The paradox of scientific objectivity impeccably expressed by Steiner in GA 83/1. According to modern parlance, one can read "consciousness" instead of "thinking". Basically, this is the hard problem of consciousness, but much better put, because it opens to the reason behind the problem.

Today [according to today's science] we are practically obliged to simply accept the perceptions given us by observation and experiment and to work them up into natural laws, as they are called. In processing experiments and observation, we certainly make use of thought, but we use thought only as a means to organize the phenomena so that, through their own existence, they reveal to us their inner coherence, their regularity. And we make it our mission to add nothing to what we can observe in the external world through our thinking. We see this as an ideal of scientific thinking, and rightly so.

Under these conditions, what has become of human thinking?

It has actually become the servant, a mere tool of research. Thought, as such, no longer has anything to say when it comes to investigating the laws governing phenomena in the world. This presents a paradox I wish to point out. Thought, as a human experience, is effectively excluded from the relationship that the human being enters into with the realities of the world. It has become a purely formal aid for comprehending realities. Within science, it is no longer something self-revealing. The significance of this for the inner life of man is extraordinarily great. It means that we must look upon thinking as something which must retire, wisely and modestly, when it comes to considering the external world, and which represents a kind of private current within the life of the soul.


And if one then asks: "How can natural science itself approach this kind of thinking?" then one arrives at the paradox. Then one comes to say to oneself: "If thinking has to confine itself to the arranging of natural processes and can intervene only formally in clarification, compiling and ordering, then thinking is not within the natural processes themselves". Then it becomes paradoxical if we nonetheless - now from the perspective of natural science - raise the scientifically legitimate question: how can we, based on the laws of natural science, understand thinking as a manifestation of the human organism?

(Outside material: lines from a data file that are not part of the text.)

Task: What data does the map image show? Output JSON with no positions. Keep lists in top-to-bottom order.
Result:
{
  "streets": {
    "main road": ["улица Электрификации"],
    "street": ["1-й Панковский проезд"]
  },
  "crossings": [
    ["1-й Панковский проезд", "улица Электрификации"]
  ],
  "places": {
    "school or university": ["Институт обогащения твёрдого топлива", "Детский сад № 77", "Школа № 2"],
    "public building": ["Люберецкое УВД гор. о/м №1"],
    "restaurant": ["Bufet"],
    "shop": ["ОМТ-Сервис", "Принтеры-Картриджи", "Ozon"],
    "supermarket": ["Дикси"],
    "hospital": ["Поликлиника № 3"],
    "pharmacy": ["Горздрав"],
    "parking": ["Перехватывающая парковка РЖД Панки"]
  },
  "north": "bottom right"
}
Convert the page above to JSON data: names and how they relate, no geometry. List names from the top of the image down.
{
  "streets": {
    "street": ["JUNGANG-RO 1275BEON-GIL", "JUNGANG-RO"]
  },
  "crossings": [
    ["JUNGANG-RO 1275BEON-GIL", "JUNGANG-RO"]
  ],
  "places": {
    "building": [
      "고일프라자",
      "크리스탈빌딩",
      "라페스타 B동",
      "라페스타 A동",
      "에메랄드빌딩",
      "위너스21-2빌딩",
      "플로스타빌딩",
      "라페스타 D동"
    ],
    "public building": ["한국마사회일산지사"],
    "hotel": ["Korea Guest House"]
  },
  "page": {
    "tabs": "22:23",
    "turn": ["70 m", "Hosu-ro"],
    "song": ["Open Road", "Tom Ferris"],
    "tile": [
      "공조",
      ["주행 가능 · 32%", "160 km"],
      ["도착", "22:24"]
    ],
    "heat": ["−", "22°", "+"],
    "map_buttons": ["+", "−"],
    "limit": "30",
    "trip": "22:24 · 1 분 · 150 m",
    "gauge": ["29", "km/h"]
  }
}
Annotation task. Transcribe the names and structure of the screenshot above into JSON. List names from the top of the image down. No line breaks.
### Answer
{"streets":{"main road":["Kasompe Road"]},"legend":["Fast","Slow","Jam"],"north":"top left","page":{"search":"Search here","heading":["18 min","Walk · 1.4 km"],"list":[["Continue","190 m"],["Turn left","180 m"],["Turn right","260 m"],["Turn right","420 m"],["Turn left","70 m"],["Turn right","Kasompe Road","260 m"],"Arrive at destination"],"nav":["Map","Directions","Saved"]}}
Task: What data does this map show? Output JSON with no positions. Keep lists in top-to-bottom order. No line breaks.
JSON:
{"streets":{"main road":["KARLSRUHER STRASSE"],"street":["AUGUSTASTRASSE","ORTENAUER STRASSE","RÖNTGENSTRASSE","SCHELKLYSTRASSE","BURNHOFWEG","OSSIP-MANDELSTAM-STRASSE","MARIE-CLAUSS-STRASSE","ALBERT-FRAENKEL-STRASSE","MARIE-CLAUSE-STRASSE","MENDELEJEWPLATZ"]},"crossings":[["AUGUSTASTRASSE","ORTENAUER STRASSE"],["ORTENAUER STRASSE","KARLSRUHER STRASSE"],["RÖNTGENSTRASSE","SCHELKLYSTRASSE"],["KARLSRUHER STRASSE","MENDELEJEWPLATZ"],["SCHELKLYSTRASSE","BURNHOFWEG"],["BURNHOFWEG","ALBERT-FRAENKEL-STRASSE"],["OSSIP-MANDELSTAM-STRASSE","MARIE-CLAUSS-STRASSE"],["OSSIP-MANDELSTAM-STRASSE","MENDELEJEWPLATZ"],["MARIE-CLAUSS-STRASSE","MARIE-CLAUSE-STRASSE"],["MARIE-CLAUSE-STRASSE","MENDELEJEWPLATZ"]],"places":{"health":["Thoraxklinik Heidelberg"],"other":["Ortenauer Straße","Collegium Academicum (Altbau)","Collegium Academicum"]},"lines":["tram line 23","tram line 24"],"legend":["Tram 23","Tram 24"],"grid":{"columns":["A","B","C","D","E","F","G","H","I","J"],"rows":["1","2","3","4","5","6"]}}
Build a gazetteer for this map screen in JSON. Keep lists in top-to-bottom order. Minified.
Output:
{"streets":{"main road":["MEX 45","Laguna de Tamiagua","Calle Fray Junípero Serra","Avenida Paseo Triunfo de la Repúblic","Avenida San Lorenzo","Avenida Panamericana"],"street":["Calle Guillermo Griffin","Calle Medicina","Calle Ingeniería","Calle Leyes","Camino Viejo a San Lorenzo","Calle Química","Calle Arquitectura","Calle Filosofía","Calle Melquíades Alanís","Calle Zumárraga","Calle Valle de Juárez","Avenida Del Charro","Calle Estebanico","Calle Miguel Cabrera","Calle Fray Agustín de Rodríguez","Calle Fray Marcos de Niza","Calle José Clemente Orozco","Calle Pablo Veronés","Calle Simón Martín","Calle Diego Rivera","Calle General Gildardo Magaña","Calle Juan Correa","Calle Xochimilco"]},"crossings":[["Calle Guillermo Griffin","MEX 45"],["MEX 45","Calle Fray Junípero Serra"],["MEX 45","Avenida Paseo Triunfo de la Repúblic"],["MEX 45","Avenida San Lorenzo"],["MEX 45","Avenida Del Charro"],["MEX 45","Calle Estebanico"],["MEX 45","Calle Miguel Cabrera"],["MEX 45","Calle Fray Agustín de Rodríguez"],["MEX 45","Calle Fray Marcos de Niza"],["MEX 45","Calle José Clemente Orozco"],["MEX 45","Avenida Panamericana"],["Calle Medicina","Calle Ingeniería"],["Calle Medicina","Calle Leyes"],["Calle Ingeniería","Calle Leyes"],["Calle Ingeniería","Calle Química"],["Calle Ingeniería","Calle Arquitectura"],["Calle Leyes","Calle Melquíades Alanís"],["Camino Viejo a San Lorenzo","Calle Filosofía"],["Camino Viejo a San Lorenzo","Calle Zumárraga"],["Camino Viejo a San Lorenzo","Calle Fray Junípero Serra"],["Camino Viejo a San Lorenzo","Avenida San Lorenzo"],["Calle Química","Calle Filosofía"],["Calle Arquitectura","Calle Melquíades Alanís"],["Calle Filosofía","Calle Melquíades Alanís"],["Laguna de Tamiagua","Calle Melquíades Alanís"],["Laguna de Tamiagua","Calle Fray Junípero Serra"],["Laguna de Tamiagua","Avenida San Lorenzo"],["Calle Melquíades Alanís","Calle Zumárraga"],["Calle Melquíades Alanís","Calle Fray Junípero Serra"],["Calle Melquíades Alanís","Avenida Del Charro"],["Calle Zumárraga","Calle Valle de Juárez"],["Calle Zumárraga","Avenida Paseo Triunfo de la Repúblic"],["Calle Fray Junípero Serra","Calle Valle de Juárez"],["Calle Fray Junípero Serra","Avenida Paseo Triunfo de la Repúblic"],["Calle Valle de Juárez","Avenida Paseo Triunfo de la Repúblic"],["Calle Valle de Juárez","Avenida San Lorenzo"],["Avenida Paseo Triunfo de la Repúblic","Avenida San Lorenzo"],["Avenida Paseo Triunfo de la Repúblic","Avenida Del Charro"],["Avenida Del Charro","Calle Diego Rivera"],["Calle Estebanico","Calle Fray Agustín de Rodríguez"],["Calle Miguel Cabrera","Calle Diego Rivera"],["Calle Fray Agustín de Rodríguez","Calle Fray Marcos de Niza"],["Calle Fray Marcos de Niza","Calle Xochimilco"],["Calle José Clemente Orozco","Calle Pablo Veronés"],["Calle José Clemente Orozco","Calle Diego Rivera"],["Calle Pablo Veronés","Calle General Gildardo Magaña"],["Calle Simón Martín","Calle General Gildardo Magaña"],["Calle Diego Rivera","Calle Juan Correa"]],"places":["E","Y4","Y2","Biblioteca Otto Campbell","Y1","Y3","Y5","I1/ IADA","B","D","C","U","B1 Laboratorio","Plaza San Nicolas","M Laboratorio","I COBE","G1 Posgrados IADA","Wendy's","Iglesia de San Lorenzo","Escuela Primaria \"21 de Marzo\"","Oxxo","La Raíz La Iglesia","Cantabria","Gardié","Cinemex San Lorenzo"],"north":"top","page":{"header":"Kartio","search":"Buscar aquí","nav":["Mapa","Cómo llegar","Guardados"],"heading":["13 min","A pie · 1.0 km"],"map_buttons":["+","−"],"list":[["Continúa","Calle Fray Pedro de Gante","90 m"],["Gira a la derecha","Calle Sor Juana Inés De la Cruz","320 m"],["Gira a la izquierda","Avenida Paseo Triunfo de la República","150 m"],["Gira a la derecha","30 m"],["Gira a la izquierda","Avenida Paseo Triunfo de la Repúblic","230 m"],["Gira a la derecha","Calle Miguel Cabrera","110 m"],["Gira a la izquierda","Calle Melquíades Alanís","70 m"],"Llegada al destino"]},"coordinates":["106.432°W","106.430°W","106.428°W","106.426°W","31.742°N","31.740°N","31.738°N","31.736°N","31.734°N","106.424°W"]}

And there is nothing else we can say today, if we are impartial and seriously engaged in the life of natural science, except that, to the same extent that thinking has had to withdraw from natural processes, the observation of natural processes can indeed strive again and again to arrive at thinking, but it cannot succeed. Thinking, in a sense, just as it is methodically excluded, is also excluded in reality from natural processes; it is condemned to be a mere image which is not a reality.

Not many people today, I believe, are fully conscious of the force of this paradox. But in the subconscious depths of their psyches, countless people today already harbor the feeling that we go through the world with that which truly makes us human (because only as thinking beings can we consider ourselves human and we see our human dignity) as something whose reality we cannot yet acknowledge, something we carry through the world as an imagined existence.
In pointing to the most precious aspect of our human nature, we feel ourselves within a nonreality, in a certain sense. This is something that weighs heavily on the soul of those who have seriously engaged with the scientific research methods of both inorganic science and biology and who, by virtue of their worldview, wish to draw more conclusions from the consequences of these research methods than from the individual results
.
it's really impressive to realize to which extent Steiner throughout his life was able to spread his science in the outer world without compromising with this or that academic, cultural, political, or social structure.